TASK DIRECTIONS: When the word "auto" shows up in a line of the records below, copy that line.

::::::::::

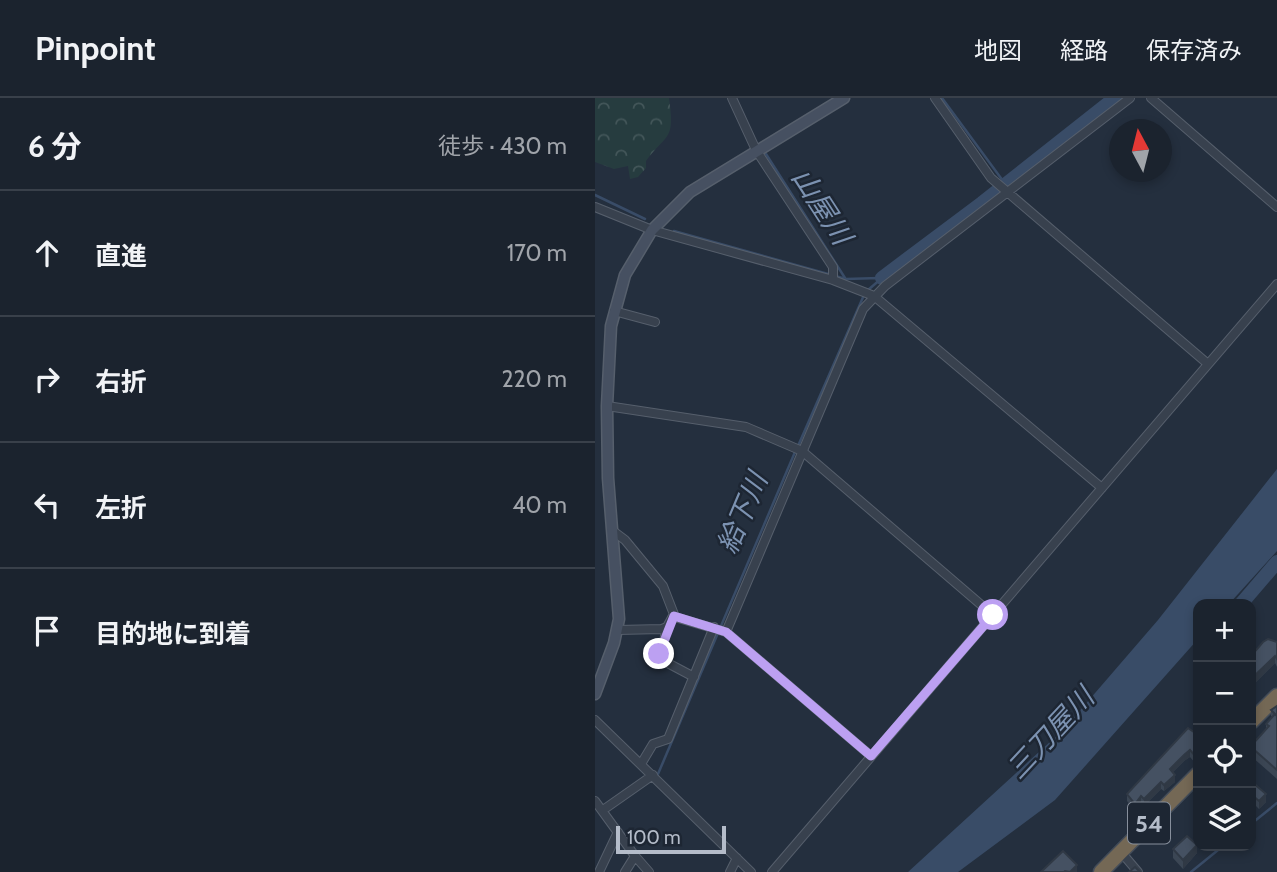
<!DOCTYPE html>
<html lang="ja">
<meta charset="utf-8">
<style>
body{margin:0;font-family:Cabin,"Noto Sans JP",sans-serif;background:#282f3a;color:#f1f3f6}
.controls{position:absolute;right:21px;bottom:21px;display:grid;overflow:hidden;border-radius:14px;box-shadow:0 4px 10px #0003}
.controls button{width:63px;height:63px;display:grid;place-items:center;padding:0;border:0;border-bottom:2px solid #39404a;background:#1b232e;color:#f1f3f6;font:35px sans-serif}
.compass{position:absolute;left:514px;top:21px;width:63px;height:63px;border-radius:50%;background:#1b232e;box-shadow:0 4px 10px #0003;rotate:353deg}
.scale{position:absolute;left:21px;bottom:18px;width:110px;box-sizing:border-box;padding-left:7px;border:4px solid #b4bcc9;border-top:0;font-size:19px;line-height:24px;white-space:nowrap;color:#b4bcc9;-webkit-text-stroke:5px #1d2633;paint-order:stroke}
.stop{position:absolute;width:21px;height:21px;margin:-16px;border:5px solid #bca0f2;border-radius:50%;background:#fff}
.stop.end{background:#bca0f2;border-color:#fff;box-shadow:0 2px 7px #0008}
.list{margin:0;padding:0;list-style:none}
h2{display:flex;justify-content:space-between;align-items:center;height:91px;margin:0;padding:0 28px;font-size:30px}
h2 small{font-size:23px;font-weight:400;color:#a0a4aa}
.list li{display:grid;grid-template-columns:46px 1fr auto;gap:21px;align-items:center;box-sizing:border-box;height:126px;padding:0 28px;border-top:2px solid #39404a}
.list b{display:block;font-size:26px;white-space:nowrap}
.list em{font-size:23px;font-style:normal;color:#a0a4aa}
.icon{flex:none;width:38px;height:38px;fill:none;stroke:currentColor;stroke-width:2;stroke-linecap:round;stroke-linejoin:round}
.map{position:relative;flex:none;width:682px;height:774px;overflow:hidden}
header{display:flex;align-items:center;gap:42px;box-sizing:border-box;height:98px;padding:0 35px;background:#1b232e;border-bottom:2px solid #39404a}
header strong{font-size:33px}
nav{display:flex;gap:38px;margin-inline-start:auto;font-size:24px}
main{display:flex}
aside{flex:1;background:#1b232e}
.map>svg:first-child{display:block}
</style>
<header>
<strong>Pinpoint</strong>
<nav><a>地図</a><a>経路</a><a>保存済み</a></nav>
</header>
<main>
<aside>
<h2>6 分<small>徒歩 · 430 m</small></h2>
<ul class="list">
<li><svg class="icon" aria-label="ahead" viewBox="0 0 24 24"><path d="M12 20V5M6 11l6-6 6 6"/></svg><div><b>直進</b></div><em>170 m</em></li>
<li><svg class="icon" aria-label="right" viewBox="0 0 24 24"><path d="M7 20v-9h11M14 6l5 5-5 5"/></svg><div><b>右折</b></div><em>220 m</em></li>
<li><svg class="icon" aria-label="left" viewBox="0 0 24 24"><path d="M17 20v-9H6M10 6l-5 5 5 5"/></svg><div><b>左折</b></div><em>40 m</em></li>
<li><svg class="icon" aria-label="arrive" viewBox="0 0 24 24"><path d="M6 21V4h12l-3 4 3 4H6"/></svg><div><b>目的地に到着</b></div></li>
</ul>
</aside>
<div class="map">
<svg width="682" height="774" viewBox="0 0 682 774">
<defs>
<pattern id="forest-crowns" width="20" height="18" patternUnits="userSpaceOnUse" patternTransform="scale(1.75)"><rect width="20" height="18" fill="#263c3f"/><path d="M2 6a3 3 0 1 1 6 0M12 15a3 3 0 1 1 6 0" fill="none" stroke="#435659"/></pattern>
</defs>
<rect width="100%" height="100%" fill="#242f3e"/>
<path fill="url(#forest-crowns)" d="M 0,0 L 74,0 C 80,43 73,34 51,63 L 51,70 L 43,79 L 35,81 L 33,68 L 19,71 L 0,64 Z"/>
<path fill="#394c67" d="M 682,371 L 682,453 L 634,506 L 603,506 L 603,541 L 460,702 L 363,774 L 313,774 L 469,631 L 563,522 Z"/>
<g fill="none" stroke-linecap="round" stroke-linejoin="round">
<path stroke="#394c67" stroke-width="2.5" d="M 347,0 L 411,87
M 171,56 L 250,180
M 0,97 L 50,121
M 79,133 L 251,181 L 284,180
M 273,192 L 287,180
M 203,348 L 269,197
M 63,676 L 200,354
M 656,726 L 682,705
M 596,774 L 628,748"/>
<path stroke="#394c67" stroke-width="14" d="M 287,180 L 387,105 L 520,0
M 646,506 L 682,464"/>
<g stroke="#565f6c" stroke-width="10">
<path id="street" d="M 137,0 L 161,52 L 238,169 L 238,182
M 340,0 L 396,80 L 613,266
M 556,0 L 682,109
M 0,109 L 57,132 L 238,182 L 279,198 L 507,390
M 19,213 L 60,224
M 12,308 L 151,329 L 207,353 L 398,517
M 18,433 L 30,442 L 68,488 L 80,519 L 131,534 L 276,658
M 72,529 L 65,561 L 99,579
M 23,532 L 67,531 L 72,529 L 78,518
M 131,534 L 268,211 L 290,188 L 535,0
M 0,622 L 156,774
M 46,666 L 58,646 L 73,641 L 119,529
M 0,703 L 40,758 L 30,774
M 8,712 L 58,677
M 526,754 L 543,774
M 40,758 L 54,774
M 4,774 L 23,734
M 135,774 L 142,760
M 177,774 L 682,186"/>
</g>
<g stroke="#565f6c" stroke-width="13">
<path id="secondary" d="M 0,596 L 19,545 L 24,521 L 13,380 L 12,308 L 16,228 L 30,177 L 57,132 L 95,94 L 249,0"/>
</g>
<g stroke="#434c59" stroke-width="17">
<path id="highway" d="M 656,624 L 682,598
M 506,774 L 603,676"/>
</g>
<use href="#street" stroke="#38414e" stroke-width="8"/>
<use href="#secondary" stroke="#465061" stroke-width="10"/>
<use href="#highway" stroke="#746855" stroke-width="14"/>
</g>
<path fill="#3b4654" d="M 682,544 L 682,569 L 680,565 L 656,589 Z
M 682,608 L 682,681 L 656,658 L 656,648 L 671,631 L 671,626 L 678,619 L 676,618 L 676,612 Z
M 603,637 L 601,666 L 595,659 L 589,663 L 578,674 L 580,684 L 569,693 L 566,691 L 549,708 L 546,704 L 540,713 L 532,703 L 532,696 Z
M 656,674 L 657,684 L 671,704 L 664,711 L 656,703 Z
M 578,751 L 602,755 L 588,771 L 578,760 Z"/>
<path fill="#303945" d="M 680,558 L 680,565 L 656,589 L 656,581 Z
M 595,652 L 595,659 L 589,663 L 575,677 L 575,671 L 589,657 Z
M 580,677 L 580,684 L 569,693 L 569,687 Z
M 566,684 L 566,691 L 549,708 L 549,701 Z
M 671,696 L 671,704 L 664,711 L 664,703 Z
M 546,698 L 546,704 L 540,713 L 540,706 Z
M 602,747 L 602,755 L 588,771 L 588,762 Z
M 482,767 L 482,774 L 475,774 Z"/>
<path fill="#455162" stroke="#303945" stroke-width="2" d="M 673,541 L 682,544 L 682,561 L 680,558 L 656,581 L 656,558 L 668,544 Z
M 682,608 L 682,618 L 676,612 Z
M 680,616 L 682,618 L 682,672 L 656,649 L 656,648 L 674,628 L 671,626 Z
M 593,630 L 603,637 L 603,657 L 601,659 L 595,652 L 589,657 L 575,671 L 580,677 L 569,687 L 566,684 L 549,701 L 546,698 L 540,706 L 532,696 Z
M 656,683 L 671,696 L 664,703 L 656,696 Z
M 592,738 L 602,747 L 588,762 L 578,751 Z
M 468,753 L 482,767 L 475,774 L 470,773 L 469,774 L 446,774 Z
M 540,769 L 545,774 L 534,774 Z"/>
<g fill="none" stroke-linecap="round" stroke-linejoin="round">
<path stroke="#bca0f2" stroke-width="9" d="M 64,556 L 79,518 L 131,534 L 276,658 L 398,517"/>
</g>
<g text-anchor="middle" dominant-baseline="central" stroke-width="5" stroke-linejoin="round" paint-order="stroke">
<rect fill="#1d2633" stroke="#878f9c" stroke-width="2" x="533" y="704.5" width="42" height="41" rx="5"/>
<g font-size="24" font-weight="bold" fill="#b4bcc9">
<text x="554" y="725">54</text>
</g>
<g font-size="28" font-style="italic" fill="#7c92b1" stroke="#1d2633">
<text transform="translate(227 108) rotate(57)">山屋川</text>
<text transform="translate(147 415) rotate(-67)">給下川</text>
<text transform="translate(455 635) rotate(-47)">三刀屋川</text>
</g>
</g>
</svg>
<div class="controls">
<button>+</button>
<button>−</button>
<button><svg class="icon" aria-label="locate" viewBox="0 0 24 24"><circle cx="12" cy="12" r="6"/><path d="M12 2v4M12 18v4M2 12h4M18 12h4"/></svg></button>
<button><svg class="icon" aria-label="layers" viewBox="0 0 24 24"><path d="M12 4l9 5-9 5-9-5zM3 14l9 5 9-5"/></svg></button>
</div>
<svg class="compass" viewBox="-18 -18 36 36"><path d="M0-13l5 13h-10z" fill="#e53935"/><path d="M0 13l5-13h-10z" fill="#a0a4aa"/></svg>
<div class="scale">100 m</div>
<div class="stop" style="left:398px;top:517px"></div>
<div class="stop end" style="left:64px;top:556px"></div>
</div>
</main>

::::::::::

RESPONSE TO THE TASK:
.list li{display:grid;grid-template-columns:46px 1fr auto;gap:21px;align-items:center;box-sizing:border-box;height:126px;padding:0 28px;border-top:2px solid #39404a}
nav{display:flex;gap:38px;margin-inline-start:auto;font-size:24px}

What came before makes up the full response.